▶ How to complete this task: Below are the records; copy every line in them that holds the string "controls".
☆ ☆ ☆
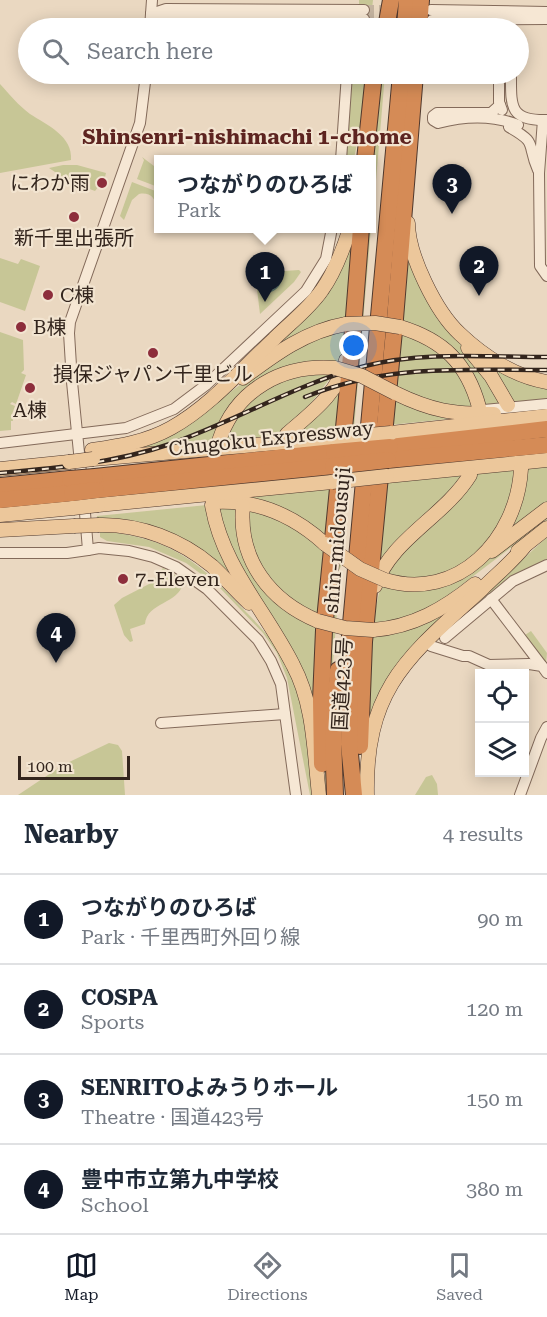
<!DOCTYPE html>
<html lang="en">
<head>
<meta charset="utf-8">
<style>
  :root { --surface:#fff; --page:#f2f2f3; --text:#1f2937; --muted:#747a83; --line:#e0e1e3; --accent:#111827 }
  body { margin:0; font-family:"Roboto Serif","Noto Sans JP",serif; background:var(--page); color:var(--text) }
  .controls { position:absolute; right:18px; bottom:18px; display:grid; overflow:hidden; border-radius:0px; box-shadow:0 3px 15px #0003 }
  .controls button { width:54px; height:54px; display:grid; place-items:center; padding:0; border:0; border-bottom:2px solid var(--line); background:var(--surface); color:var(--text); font:30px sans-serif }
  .scale { position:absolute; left:18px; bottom:15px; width:112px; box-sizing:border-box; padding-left:6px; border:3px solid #33251d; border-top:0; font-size:16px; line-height:21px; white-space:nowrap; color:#33251d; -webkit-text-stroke:4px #f2e4d0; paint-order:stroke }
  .you { position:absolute; left:354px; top:346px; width:21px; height:21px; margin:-15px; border:4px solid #fff; border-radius:50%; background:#1a73e8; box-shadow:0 0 0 9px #1a73e833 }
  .badge { display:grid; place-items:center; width:39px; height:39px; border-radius:50%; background:var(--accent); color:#fff; font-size:20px; font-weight:700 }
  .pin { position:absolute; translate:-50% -50px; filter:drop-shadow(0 2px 3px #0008) }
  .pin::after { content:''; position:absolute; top:32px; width:21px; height:18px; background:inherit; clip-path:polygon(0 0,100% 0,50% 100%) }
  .popup { position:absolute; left:154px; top:155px; width:222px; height:78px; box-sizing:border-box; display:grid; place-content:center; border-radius:0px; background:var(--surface); filter:drop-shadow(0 2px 4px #0005); font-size:20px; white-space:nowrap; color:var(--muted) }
  .popup b { font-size:22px; color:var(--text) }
  .popup::after { content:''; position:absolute; left:50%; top:100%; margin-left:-12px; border:12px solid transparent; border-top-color:var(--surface) }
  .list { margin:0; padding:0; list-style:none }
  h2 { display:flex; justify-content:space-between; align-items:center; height:78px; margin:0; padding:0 24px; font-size:26px }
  h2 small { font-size:20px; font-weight:400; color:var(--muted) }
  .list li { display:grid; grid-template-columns:39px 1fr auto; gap:18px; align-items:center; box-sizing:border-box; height:90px; padding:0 24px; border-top:2px solid var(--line) }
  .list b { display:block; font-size:22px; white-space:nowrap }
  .list p { margin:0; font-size:20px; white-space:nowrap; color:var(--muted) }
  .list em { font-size:20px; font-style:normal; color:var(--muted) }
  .icon { flex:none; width:33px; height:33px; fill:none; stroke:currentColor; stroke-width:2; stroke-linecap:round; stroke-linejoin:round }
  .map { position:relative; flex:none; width:547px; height:795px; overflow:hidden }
  .search { position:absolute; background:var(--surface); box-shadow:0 3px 15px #0003; left:18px; right:18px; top:18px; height:66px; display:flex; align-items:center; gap:15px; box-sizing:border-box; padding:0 21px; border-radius:33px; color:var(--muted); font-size:22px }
  .sheet { height:438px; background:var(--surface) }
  nav { display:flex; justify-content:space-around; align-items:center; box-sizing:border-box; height:84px; border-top:2px solid var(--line); background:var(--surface); font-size:16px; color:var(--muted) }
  nav a { display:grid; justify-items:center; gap:3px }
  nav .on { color:var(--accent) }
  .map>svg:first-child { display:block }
  .green { fill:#c7c696 }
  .water { fill:#a3bdb2; stroke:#6b8a7e; stroke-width:1.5 }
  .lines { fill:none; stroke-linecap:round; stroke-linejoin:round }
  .minor-tunnel { stroke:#c5b4a0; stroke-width:10; stroke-dasharray:10 5; stroke-linecap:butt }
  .minor-casing { stroke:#836a5a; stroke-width:12 }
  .major-casing { stroke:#50392e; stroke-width:15 }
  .highway-casing { stroke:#50392e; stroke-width:18 }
  .minor { stroke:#f6e7d4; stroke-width:10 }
  .major { stroke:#ecc79b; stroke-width:14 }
  .highway { stroke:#d58b56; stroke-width:16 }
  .rail-casing { stroke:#33251d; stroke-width:4.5 }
  .rail { stroke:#f2e4d0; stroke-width:2; stroke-dasharray:7; stroke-linecap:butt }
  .major-bridge-casing { stroke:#50392e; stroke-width:15; stroke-linecap:butt }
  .highway-bridge-casing { stroke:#50392e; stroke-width:18; stroke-linecap:butt }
  .major-bridge { stroke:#ecc79b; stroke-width:14 }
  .highway-bridge { stroke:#d58b56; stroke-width:16 }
  .poi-dot { fill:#8d2e3c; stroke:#f2e4d0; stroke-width:2 }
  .labels { text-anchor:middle; stroke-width:4.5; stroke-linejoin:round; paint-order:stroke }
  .poi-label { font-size:20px; fill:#33251d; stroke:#f2e4d0 }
  .street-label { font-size:20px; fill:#33251d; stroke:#f2e4d0 }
  .neighbourhood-label { font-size:21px; font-weight:bold; fill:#5d2420; stroke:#f2e4d0 }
</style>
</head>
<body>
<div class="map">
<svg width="547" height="795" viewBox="0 0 547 795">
  <rect width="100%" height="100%" fill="#ead8c1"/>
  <g class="green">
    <path d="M359 0H373L370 28H355L364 23 359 7Z"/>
    <path d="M351 74H366L364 107 354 159 344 160Z"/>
    <path d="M380 74H385L372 228V160Z"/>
    <path d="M0 84C9 94 19 106 30 114 47 125 73 136 71 160L0 173Z"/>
    <path d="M142 157 158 169V187L137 179 144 160Z"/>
    <path d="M63 165H77L106 173 103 185 99 186 95 191 70 182 49 168Z"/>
    <path d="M132 182 158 192V209H156C156 198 150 192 139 194L132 200 124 220 120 216Z"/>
    <path d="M371 228 354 429H346L365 229Z"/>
    <path d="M352 239 348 319 272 350Z"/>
    <path d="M405 248 450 330 488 383 502 406 484 407 475 380 399 322Z"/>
    <path d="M0 258 18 264 21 259 40 266 25 311 0 302Z"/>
    <path d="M299 270 301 272 294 282 260 314 255 273Z"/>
    <path d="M347 329 338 365 281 369 214 442 176 447H141L179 430 268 364 305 342Z"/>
    <path d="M398 331 438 350 462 377 473 408C444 406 420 398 393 387Z"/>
    <path d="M0 332 23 340 24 370 21 373 26 375 16 404 12 402 10 404 15 406 12 414 13 421H11V430L0 431Z"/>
    <path d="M487 363 547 385V401L512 404Z"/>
    <path d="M334 373 312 402 276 437 225 441 238 414 255 396 292 376Z"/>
    <path d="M341 385 338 430 293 435Z"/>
    <path d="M392 397 416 408 448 419 389 425Z"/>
    <path d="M547 467V505L508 536 525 469Z"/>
    <path d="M516 470C511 524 478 572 421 578 409 580 396 576 384 575L390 565 475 474Z"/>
    <path d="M463 475 459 482 377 568 384 483Z"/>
    <path d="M348 486 341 566C336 576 334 590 338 600L328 724V795H326L323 736 341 487Z"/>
    <path d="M333 488 328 539 290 511 249 497Z"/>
    <path d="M207 505 234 578 200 554 97 523V516Z"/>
    <path d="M217 505H238L247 564 320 626 315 712 229 545Z"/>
    <path d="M248 507 285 519 327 550 321 617 287 597 260 567 249 534Z"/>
    <path d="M547 514V520L434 606 401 620 372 625 381 584 465 576Z"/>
    <path d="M100 531C170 537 200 562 246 612 265 631 284 653 294 678 308 715 309 756 314 795H310L287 678 277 653 263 633 220 588 186 563 149 547 107 541 100 537Z"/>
    <path d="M547 537V562L447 629Z"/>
    <path d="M163 568 186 581 183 583C179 604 147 602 145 624L130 629 133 641 130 642 124 635 114 605 122 598 151 583Z"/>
    <path d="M466 597 414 648 367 739 370 634Z"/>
    <path d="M531 631 547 653 546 663 525 635Z"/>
    <path d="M109 743 118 745 122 751 125 795H18L63 765Z"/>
    <path d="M432 775 437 784 438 795H415L426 777Z"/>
  </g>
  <path class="water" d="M282 276C281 284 276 291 268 292L264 288 262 277H270V281Z"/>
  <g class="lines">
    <g class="minor-tunnel">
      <path d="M364 10H394"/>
      <path d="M364 19H392"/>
    </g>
    <g class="minor-casing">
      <g id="minor">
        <path d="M431 10 547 12"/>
        <path d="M151 14 166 9 364 10"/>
        <path d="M151 14 166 19H364"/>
        <path d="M432 20 547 19"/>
        <path d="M150 28 152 0"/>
        <path d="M499 74V102L502 110"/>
        <path d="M511 74C511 106 509 121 547 120"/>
        <path d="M500 105 491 113H437L433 116V120L438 123C464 116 493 115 518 125"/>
        <path d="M543 120 539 173 540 266 547 276"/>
        <path d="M509 127C539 144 526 143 538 170"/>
        <path d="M341 160 347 74"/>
        <path d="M484 410 547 404"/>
        <path d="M0 443 126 428 174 409 206 385 306 291 326 259 332 228"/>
        <path d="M82 483 72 382 69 333 70 322 140 123 146 74"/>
        <path d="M88 550 99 548 129 551 153 557 176 567 207 589 258 640 271 661 281 684 296 795"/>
        <path d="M0 553H67L88 550 84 501"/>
        <path d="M491 599 542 666"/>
        <path d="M445 638 513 581 547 565"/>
        <path d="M431 646 463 656H469L489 665 529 664 542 666 547 673"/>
        <path d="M161 723 285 714"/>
        <path d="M520 795 541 738 547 727"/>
      </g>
    </g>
    <g class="major-casing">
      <g id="major">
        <path d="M408 223C408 255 436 312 460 334 483 356 515 377 547 382"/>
        <path d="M400 327C443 340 467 363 479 407"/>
        <path d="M468 348 491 376 508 405"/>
        <path d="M243 378C275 354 306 331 346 324"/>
        <path d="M395 393C432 411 452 414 494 414"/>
        <path d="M391 433 547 416"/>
        <path d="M287 434C311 413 339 393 346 360"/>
        <path d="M219 441C236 389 283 364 335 368"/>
        <path d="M92 450C119 446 146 442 171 428 209 407 242 369 274 339 290 323 309 309 322 290 335 272 343 250 350 228"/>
        <path d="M93 459 335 438"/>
        <path d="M0 469 69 462"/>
        <path d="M387 476 547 460"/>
        <path d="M213 502C257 499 293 515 325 544"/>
        <path d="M98 505 332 482"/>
        <path d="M212 505C222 566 266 611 293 665 314 704 314 751 319 795"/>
        <path d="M243 506C238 560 270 601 318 621"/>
        <path d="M0 515 73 508"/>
        <path d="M99 525C140 524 181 540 212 566 225 578 236 591 249 603"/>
        <path d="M0 530 74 526"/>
        <path d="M492 551 547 509"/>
        <path d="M518 551 547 528"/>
        <path d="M385 580C458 602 517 539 521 469"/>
        <path d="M375 586C391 539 444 517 470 475"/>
        <path d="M373 630C413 627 444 609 475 584"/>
        <path d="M367 795C365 687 409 656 482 589 496 575 512 562 524 547"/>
      </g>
    </g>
    <g class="highway-casing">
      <g id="highway">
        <path d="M386 28 391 0"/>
        <path d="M405 28 407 0"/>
        <path d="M419 28 421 0"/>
        <path d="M365 160 374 74"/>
        <path d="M390 447 547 429"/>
        <path d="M388 460 547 445"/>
        <path d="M95 477 334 452"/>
        <path d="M0 486 70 479"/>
        <path d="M96 490 333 466"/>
        <path d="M0 500 72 493"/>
        <path d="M360 746 364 642 394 331 415 74"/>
        <path d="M322 764 321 700 324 630 350 367 361 228"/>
        <path d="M335 795 333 736 338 670"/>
        <path d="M354 795 349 744 350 635 401 74"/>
      </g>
    </g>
    <use href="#minor" class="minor"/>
    <use href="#major" class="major"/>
    <use href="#highway" class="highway"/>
    <g class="rail-casing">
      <g id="rail">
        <path d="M305 397C386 364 461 370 547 370"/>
        <path d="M0 473C58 468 115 463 170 444 236 421 298 383 365 366 423 351 487 357 547 357"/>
      </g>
    </g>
    <use href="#rail" class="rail"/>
    <g class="major-bridge-casing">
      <g id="major-bridge">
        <path d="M346 324 375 323 400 327"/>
        <path d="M335 368 362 376 395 393"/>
        <path d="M335 438 391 433"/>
        <path d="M69 462 93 459"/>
        <path d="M332 482 387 476"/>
        <path d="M73 508 98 505"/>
        <path d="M74 526 99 525"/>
        <path d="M325 544 360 569 385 580"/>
        <path d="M318 621 345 628 373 630"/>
      </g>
    </g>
    <g class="highway-bridge-casing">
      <g id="highway-bridge">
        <path d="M334 452 390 447"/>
        <path d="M333 466 388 460"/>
        <path d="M70 479 95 477"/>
        <path d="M72 493 96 490"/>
      </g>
    </g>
    <use href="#major-bridge" class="major-bridge"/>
    <use href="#highway-bridge" class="highway-bridge"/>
  </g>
  <g class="poi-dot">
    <circle cx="102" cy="183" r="6"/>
    <circle cx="74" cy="217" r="6"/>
    <circle cx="48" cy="295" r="6"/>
    <circle cx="21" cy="327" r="6"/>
    <circle cx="153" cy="353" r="6"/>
    <circle cx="30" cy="388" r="6"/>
    <circle cx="123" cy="579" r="6"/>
  </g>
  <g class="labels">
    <g class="poi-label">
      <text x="90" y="190" text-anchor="end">にわか雨</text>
      <text x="74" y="245">新千里出張所</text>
      <text x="60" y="302" text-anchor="start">C棟</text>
      <text x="33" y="334" text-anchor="start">B棟</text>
      <text x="153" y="381">損保ジャパン千里ビル</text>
      <text x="30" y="417">A棟</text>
      <text x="135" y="586" text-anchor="start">7-Eleven</text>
    </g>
    <g class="street-label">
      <text transform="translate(271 438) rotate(-6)" y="7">Chugoku Expressway</text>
      <text transform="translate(337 540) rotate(-85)" y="7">shin-midousuji</text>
      <text transform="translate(342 684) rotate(-87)" y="7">国道423号</text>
    </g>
    <g class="neighbourhood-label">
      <text x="247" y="144">Shinsenri-nishimachi 1-chome</text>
    </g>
  </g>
</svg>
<div class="controls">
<button><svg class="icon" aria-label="locate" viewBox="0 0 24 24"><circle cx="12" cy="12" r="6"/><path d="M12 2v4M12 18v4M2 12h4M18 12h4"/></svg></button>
<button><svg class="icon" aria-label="layers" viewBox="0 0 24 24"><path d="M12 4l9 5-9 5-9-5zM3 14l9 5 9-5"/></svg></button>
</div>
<div class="scale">100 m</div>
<div class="you"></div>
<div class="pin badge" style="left:265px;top:302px">1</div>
<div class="popup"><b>つながりのひろば</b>Park</div>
<div class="pin badge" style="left:479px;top:296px">2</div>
<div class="pin badge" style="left:452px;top:214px">3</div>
<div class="pin badge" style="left:56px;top:663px">4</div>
<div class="search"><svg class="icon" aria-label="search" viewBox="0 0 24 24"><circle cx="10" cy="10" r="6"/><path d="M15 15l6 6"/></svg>Search here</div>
</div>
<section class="sheet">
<h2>Nearby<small>4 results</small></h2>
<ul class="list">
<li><span class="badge">1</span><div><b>つながりのひろば</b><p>Park · 千里西町外回り線</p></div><em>90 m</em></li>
<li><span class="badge">2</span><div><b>COSPA</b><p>Sports</p></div><em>120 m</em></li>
<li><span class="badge">3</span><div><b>SENRITOよみうりホール</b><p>Theatre · 国道423号</p></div><em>150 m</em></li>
<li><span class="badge">4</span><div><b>豊中市立第九中学校</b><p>School</p></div><em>380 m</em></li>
</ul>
</section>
<nav>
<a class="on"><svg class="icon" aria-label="map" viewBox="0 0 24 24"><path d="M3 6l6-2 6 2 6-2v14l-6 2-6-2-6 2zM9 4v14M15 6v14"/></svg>Map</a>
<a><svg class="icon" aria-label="directions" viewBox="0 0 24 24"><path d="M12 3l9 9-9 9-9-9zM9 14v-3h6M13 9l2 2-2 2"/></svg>Directions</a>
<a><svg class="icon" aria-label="saved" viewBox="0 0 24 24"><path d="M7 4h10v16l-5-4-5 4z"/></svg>Saved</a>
</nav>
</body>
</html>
☆ ☆ ☆
▶ Exercise answer:
  .controls { position:absolute; right:18px; bottom:18px; display:grid; overflow:hidden; border-radius:0px; box-shadow:0 3px 15px #0003 }
  .controls button { width:54px; height:54px; display:grid; place-items:center; padding:0; border:0; border-bottom:2px solid var(--line); background:var(--surface); color:var(--text); font:30px sans-serif }
<div class="controls">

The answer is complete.